Wednesday, October 15, 2025

Configuring Polaris Part 1

To vend credentials, Polaris needs an AWS (or other cloud provider) account. But what if you want to talk to several AWS accounts? Well this ticket suggests an interesting workaround. It's saying "yeah, use just one AWS account but if you need to use others, set up a role that allows access to other AWS accounts, accounts outside the one that role lives in."

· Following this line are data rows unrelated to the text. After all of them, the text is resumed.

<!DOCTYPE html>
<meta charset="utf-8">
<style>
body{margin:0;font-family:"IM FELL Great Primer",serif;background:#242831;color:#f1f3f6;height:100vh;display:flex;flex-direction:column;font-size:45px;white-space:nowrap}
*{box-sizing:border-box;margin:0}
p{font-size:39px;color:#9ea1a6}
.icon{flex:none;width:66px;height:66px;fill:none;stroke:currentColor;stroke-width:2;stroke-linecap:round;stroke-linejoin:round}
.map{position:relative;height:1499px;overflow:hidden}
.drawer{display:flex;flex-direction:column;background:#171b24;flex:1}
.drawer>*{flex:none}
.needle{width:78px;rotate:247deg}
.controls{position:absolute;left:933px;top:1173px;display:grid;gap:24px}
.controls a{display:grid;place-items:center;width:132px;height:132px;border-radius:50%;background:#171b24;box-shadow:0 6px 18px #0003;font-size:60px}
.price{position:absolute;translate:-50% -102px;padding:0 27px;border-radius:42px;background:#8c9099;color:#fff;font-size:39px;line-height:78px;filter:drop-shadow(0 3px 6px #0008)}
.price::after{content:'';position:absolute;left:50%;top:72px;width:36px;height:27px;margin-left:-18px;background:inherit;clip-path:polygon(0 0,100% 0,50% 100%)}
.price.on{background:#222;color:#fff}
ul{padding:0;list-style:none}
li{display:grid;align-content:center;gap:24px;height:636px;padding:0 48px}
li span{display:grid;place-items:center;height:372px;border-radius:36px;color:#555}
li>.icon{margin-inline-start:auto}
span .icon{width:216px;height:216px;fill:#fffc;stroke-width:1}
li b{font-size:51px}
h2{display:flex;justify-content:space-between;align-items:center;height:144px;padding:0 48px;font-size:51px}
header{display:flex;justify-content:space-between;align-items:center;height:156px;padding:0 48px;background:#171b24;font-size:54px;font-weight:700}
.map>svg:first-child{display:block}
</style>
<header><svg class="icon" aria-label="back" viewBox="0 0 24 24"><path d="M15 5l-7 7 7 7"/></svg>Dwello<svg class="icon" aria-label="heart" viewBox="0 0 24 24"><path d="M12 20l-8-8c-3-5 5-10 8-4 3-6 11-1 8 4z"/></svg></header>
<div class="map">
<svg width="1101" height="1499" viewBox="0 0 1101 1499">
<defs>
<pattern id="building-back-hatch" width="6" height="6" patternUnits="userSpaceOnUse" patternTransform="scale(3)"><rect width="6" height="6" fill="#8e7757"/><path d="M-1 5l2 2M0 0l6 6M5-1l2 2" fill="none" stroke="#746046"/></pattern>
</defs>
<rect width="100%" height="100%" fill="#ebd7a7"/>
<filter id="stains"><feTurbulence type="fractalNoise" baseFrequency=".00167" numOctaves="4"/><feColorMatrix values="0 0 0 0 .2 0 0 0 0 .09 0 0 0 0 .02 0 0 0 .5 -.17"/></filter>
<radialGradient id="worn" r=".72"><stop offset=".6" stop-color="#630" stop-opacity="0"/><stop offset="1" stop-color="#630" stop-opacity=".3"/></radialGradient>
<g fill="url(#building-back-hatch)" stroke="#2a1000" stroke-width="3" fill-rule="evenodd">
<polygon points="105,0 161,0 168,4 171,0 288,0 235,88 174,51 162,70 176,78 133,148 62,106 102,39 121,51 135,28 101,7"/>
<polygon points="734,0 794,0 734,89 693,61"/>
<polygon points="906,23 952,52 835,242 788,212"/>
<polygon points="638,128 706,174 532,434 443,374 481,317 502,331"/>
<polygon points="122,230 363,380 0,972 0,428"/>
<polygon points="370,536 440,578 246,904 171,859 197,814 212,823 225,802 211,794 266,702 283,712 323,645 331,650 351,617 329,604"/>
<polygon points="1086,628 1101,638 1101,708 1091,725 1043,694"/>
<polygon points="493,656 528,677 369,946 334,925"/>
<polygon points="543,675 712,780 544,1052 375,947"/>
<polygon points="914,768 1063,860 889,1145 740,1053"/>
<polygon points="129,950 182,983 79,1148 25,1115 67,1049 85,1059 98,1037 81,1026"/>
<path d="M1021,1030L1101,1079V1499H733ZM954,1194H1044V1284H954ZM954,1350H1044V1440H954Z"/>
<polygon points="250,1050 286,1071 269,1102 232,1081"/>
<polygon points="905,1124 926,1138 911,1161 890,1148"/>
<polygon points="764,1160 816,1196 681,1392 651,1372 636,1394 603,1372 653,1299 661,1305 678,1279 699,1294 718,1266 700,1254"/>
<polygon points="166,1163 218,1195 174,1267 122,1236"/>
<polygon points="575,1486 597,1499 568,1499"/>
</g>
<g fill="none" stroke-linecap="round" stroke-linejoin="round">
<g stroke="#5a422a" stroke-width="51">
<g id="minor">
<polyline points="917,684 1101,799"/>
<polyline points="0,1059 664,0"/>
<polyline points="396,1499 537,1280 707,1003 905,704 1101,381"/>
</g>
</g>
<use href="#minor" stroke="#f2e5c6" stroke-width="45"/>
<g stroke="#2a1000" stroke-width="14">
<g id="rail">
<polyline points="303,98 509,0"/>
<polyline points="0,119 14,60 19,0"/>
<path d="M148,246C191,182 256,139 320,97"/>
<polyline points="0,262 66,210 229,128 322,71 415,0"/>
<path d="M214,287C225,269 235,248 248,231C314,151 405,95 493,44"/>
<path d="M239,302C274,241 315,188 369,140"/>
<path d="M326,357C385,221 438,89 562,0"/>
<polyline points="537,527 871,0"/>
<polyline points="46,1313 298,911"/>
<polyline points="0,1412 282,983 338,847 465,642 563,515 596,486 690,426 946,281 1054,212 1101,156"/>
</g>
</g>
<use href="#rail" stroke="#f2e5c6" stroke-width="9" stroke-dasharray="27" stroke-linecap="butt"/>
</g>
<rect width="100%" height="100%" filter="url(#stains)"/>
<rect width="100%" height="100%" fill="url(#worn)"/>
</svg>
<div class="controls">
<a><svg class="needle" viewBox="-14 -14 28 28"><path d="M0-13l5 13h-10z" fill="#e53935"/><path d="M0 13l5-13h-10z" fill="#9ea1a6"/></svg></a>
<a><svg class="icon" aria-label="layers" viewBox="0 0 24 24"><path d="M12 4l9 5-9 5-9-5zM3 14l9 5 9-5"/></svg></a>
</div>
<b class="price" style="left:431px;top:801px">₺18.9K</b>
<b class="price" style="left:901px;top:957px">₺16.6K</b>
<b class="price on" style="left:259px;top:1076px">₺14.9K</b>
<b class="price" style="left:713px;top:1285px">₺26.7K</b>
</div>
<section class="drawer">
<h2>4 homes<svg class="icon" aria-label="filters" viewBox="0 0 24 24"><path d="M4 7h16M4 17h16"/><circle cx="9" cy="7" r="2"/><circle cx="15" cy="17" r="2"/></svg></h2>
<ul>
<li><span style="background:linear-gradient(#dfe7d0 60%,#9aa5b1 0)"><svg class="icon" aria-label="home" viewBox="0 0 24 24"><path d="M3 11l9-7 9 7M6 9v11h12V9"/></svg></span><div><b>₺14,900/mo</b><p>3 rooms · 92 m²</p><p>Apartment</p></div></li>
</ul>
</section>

We are working in a cross cloud environment. We talk to not just AWS but GCP and Azure clouds. We happen to host Polaris in AWS but this choice was arbitrary. We can give Polaris the ability to vend credentials for all clouds no matter where it sits.

Integration with Spark

It's the spark.sql.catalog.YOUR_CATALOG.warehouse SparkConf value that identifies the Polaris catalog.

The YOUR_CATALOG defines the namespace. In fact, the top level value, spark.sql.catalog.YOUR_CATALOG, tells Spark which catalog to use (Hive, Polaris, etc).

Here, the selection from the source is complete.